[Material for this task Boundary: Start]

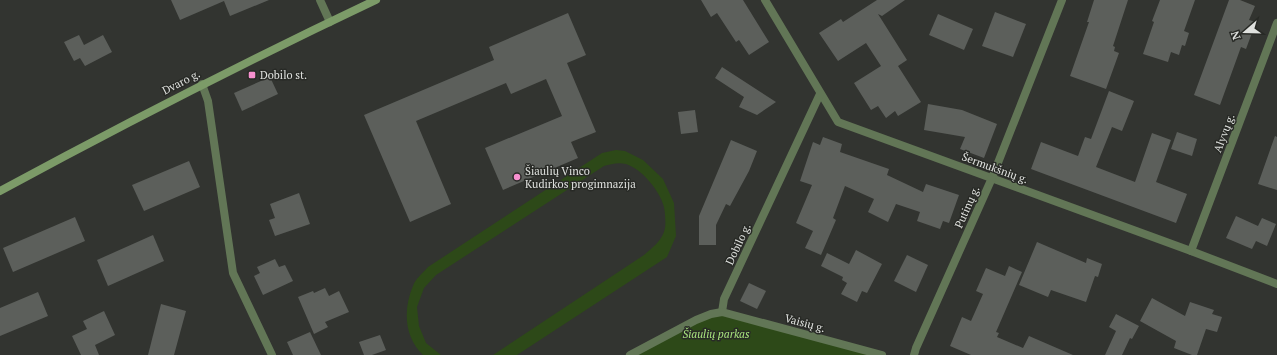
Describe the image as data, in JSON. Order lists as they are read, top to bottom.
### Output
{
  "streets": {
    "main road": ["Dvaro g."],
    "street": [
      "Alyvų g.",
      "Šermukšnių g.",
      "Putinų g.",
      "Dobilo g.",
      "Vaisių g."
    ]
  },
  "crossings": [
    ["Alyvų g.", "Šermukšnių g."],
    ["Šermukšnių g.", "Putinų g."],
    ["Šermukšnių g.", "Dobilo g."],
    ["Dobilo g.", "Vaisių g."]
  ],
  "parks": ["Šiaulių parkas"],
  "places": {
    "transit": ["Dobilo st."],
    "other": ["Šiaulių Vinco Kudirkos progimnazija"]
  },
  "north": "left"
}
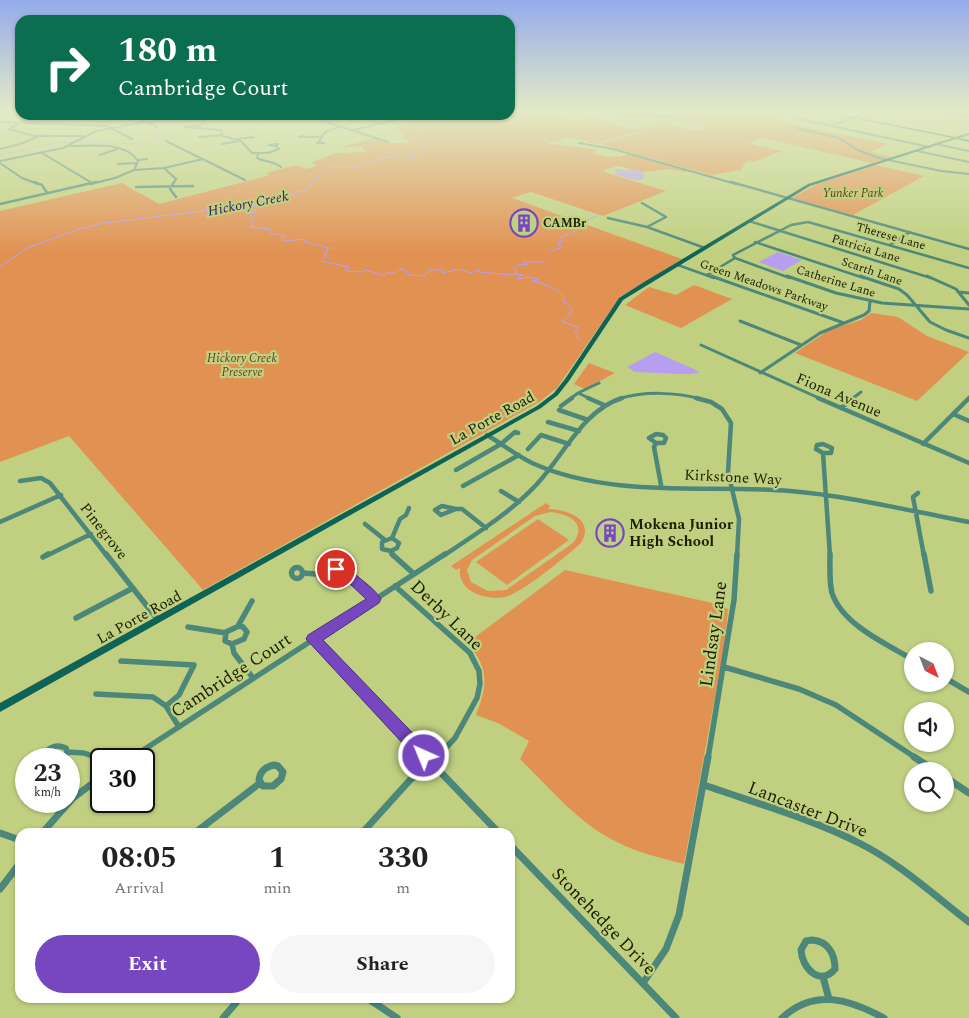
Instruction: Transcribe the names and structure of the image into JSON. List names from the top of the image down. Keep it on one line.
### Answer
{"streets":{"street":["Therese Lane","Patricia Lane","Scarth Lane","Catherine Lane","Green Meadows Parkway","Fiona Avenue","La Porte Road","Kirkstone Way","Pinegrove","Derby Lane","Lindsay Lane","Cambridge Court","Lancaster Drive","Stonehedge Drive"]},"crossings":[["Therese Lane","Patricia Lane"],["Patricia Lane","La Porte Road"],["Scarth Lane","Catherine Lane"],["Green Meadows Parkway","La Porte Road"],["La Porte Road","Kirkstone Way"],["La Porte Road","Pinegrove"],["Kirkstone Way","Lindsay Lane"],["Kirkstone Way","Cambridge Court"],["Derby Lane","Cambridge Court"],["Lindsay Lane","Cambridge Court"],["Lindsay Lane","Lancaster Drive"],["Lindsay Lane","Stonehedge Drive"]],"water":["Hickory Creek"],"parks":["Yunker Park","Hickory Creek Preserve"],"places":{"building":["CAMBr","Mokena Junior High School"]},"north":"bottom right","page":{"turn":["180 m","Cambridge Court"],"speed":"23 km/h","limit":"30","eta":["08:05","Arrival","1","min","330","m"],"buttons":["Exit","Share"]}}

[Material for this task Boundary: End]

Instructions to follow: Print out the entries above word for word from the first line to the line containing "Instruction: Transcribe the", both included, omitting the pictures.

Exercise answer:
Describe the image as data, in JSON. Order lists as they are read, top to bottom.
### Output
{
  "streets": {
    "main road": ["Dvaro g."],
    "street": [
      "Alyvų g.",
      "Šermukšnių g.",
      "Putinų g.",
      "Dobilo g.",
      "Vaisių g."
    ]
  },
  "crossings": [
    ["Alyvų g.", "Šermukšnių g."],
    ["Šermukšnių g.", "Putinų g."],
    ["Šermukšnių g.", "Dobilo g."],
    ["Dobilo g.", "Vaisių g."]
  ],
  "parks": ["Šiaulių parkas"],
  "places": {
    "transit": ["Dobilo st."],
    "other": ["Šiaulių Vinco Kudirkos progimnazija"]
  },
  "north": "left"
}
Instruction: Transcribe the names and structure of the image into JSON. List names from the top of the image down. Keep it on one line.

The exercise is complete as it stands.